City evacuated after train derailmet causes huge oil explosion.

The city of Casselton, North Dakota, has been evacuated after a train derailment led to a huge oil explosion on Monday 30 December 2013. The incident happened slightly after 2 pm local time (slightly after 8 pm GMT) about 8 km to the northwest of the city, when a 112 car grain train derailed, hitting an oil carrying train of 106 cars, and derailing 20 of its cars, 19 of which were carrying oil. The accident triggered a fire which engulfed about 20 of the cars. Firefighters were able to detach and remove 50 of the 104 oil bearing cars, but the fire was deemed to dangerous to approach any closer, and will be left to burn itself. The city of Casselton, population 2432, was evacuated as a precaution, due to toxic fumes from the burning train and the danger of further explosions.

The burning train near Casselton, North Dakota, on Monday 20 December 2013. Ken Pawluk/AP.

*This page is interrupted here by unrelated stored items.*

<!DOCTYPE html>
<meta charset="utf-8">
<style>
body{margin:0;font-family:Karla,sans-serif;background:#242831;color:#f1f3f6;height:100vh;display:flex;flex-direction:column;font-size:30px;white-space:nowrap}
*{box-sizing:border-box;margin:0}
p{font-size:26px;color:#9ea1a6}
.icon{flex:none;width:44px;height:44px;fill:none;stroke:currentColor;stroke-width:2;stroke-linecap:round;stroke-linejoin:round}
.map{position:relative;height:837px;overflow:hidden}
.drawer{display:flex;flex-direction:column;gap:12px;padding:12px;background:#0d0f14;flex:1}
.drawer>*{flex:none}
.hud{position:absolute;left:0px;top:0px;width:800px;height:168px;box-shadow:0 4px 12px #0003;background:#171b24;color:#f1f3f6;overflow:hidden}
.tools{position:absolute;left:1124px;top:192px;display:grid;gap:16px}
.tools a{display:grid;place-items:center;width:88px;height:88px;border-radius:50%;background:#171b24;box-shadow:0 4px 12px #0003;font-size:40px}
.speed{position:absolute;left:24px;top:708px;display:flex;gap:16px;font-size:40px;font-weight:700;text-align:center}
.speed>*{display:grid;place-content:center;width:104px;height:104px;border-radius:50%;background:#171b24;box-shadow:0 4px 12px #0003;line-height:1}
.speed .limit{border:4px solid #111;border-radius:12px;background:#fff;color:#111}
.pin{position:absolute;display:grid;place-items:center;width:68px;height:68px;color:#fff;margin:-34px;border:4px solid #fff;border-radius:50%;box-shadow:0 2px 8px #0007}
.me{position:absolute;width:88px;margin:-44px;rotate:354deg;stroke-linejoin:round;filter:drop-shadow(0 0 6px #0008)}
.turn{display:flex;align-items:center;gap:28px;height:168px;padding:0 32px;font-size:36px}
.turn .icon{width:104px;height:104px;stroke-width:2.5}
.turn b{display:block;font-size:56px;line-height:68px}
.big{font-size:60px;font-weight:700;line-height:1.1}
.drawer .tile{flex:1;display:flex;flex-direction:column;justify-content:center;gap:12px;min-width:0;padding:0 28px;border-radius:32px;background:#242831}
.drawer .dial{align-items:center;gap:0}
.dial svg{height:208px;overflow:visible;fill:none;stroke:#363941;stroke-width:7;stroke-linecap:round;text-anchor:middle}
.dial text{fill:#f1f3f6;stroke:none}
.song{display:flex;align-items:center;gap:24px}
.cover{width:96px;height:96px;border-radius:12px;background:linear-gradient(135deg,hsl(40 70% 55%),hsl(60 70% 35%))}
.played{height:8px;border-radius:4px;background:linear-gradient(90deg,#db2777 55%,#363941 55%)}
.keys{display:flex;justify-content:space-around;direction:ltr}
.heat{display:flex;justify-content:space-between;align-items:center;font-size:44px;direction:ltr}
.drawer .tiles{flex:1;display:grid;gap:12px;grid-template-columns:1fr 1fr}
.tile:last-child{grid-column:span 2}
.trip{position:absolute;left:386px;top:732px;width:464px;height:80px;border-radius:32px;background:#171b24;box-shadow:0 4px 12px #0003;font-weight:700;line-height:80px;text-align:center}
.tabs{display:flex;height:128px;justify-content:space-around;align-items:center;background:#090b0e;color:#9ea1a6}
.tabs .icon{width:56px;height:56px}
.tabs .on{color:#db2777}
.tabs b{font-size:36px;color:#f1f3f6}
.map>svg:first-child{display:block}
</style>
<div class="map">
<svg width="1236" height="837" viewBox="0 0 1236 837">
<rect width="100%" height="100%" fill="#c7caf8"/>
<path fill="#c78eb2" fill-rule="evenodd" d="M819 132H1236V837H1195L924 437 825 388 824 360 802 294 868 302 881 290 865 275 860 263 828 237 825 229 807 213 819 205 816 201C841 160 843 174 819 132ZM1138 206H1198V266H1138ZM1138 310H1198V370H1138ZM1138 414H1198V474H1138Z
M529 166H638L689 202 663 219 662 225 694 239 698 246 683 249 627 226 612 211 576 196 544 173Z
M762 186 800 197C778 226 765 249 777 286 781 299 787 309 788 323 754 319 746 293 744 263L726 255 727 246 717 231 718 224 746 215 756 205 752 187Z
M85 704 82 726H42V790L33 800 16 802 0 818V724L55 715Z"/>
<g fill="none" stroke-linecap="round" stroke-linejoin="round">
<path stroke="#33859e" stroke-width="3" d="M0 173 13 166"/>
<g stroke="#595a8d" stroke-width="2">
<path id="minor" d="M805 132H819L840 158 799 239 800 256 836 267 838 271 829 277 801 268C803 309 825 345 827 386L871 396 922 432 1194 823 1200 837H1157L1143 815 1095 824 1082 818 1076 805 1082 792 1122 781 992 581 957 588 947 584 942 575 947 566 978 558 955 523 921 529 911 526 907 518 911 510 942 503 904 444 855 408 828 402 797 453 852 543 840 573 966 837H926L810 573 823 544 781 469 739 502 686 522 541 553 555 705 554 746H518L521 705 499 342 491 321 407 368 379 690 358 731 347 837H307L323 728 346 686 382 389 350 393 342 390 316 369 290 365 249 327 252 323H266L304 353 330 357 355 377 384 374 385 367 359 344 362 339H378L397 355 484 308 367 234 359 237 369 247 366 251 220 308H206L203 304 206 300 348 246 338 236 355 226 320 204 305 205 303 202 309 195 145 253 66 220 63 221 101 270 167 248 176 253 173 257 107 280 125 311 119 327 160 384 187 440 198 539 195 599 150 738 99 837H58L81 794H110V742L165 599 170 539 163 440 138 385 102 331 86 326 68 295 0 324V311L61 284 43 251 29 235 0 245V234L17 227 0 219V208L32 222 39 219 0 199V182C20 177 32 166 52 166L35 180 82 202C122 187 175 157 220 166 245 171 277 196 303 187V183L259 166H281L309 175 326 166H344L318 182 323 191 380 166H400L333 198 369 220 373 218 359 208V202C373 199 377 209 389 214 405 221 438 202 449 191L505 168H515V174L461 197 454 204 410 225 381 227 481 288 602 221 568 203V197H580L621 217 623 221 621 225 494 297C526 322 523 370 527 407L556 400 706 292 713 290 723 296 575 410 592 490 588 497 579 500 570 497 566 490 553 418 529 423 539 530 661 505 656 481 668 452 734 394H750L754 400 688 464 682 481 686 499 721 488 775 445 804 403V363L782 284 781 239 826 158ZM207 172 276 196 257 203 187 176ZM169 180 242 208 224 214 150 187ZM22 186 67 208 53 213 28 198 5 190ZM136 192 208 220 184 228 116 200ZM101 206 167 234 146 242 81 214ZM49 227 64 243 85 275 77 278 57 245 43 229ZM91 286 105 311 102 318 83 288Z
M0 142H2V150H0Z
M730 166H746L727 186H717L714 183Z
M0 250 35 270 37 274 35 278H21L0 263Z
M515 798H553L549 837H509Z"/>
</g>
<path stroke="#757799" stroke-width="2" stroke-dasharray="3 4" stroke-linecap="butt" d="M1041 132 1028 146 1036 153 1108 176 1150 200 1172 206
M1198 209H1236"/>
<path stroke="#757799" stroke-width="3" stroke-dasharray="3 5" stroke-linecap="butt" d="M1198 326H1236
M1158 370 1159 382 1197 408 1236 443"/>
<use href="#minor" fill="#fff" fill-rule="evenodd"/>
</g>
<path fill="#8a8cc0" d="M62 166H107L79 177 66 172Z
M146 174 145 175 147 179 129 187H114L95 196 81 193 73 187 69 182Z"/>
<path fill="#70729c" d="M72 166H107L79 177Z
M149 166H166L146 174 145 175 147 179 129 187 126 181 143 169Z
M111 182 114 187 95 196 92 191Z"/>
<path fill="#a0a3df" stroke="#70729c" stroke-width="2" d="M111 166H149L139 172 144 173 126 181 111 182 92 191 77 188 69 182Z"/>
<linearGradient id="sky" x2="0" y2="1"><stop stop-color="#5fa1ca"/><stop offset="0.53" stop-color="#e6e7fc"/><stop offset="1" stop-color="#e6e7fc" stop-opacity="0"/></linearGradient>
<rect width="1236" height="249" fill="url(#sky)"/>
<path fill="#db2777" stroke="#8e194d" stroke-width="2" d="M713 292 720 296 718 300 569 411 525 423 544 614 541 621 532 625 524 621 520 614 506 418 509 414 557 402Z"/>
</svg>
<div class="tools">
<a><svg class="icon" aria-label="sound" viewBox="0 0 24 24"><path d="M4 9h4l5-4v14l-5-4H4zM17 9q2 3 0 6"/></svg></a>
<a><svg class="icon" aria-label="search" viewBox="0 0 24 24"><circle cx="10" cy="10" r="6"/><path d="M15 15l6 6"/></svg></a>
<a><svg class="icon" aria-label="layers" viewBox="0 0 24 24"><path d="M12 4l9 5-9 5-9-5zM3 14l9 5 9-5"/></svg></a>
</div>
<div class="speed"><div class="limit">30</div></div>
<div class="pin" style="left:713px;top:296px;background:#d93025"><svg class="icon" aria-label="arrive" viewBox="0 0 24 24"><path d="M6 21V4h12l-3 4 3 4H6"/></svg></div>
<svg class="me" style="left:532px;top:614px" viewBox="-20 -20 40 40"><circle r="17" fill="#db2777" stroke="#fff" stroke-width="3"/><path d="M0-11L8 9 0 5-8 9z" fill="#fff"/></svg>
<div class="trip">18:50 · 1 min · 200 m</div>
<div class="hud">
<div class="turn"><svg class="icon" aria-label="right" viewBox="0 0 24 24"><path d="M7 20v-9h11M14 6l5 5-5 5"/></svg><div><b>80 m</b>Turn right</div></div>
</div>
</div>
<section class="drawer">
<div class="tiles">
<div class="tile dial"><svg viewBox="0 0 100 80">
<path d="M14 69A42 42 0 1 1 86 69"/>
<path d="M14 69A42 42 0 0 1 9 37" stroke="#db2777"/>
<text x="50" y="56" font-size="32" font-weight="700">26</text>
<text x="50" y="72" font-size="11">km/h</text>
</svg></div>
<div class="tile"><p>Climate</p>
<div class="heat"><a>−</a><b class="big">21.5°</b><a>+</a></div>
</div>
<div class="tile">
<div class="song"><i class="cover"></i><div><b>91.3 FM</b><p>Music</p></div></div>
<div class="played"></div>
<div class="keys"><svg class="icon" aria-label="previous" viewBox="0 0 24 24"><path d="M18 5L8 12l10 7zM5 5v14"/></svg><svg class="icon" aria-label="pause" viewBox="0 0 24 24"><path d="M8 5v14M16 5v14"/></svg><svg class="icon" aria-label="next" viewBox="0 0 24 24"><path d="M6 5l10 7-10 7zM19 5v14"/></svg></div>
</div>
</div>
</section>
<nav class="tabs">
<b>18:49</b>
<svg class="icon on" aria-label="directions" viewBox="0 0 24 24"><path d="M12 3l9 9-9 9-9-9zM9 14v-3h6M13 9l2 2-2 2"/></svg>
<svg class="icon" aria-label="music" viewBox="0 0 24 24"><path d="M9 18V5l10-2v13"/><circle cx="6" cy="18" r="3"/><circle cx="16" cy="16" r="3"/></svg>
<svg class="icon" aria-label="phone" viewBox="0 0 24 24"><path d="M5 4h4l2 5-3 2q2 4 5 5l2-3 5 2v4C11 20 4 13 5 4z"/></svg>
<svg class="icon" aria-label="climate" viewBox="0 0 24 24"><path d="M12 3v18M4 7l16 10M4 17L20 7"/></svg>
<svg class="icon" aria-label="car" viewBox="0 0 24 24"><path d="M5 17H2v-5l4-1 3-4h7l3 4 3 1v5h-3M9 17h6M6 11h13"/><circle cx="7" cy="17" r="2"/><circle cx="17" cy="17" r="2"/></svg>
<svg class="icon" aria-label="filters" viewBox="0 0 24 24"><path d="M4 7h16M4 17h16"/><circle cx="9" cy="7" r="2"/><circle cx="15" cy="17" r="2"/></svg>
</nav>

Trains carrying crude oil have become an increasingly important part of the distribution system in North America as both production of and demand for oil has exceeded the capacity of the pipeline network. There have been a number of incidents involving derailments and oil spills, and concerns about the safety of the trains following an incident in Lac-Megantic, Quebec, when a 72 car oil train derailed and exploded, killing 47 people.